B/ Les décisions postérieures des cours administratives d’appel
L’arrêt de la Cour Administrative d’Appel (CAA) de Bordeaux, n° 14BX00523, 2e chambre, formation à 3, en date du 4 octobre 2016.
Cette décision est intervenue dans le cadre d’un litige portant sur le refus par le maire de la commune de C…, D…, d’octroyer une concession familiale à un particulier. Mais, dans son considérant n° 2, sur la légalité des décisions contestées, la CAA a exposé des moyens afférents aux conditions d’implantation des concessions et des espaces inter-tombes qui présentent un réel intérêt dans l’espèce en question.
Elle y mentionne
2. En vertu de l’art. R. 2223-4 du CGCT : "Les fosses sont distantes les unes des autres de 30 à 40 centimètres sur les côtés, et de 30 à 50 centimètres à la tête et aux pieds. Il résulte de ces dispositions qu’un passage d’une largeur minimum réglementaire doit être ménagé entre les tombes ou les concessions."
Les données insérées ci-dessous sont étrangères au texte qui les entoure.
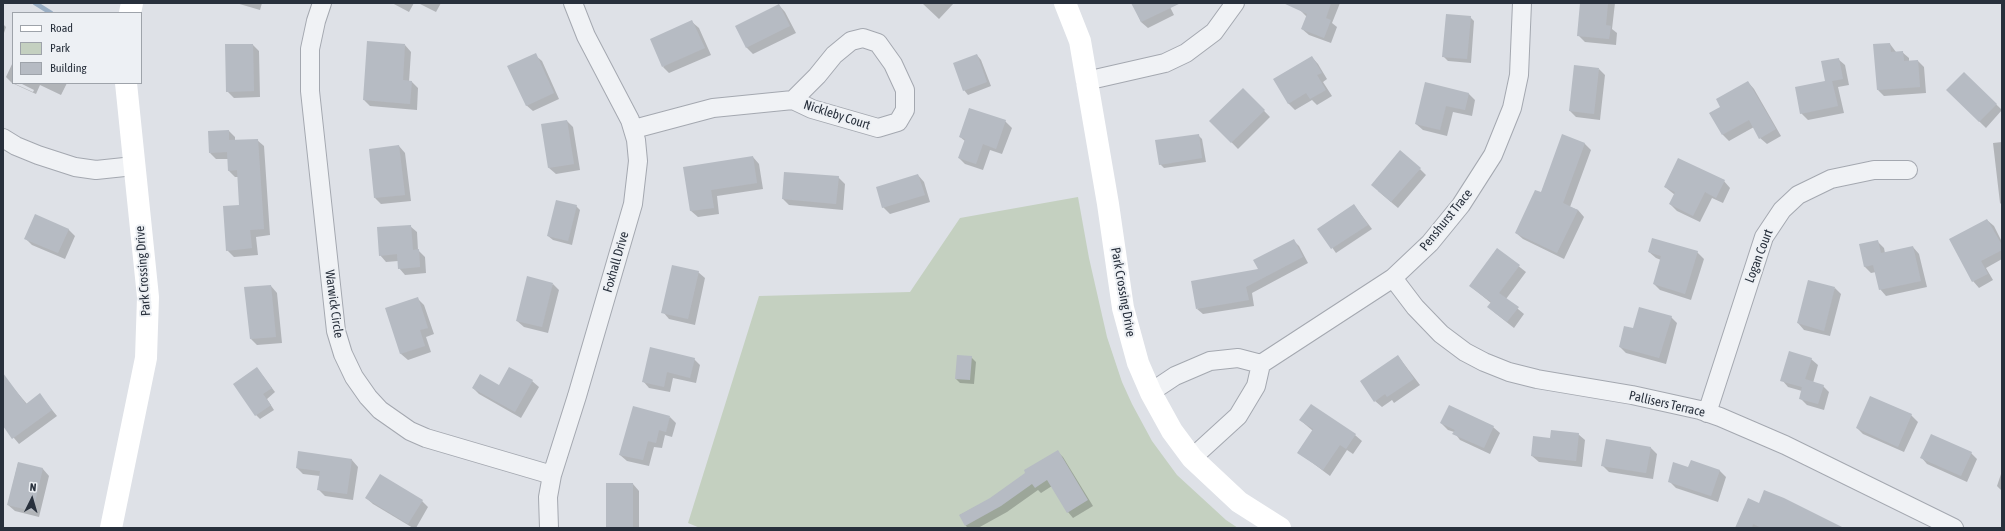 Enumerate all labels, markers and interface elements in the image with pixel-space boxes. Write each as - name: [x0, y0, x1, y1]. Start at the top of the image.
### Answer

Mais de tempérer cette disposition, en ces termes : "Toutefois, s’il appartient au maire, dans le cadre de ses pouvoirs de police des cimetières, d’empêcher tout empiètement sur ces espaces, il revient cependant aux autorités municipales, eu égard aux pouvoirs qu’elles détiennent pour gérer le cimetière communal, qui appartient au domaine public, de déterminer l’emprise des concessions à attribuer.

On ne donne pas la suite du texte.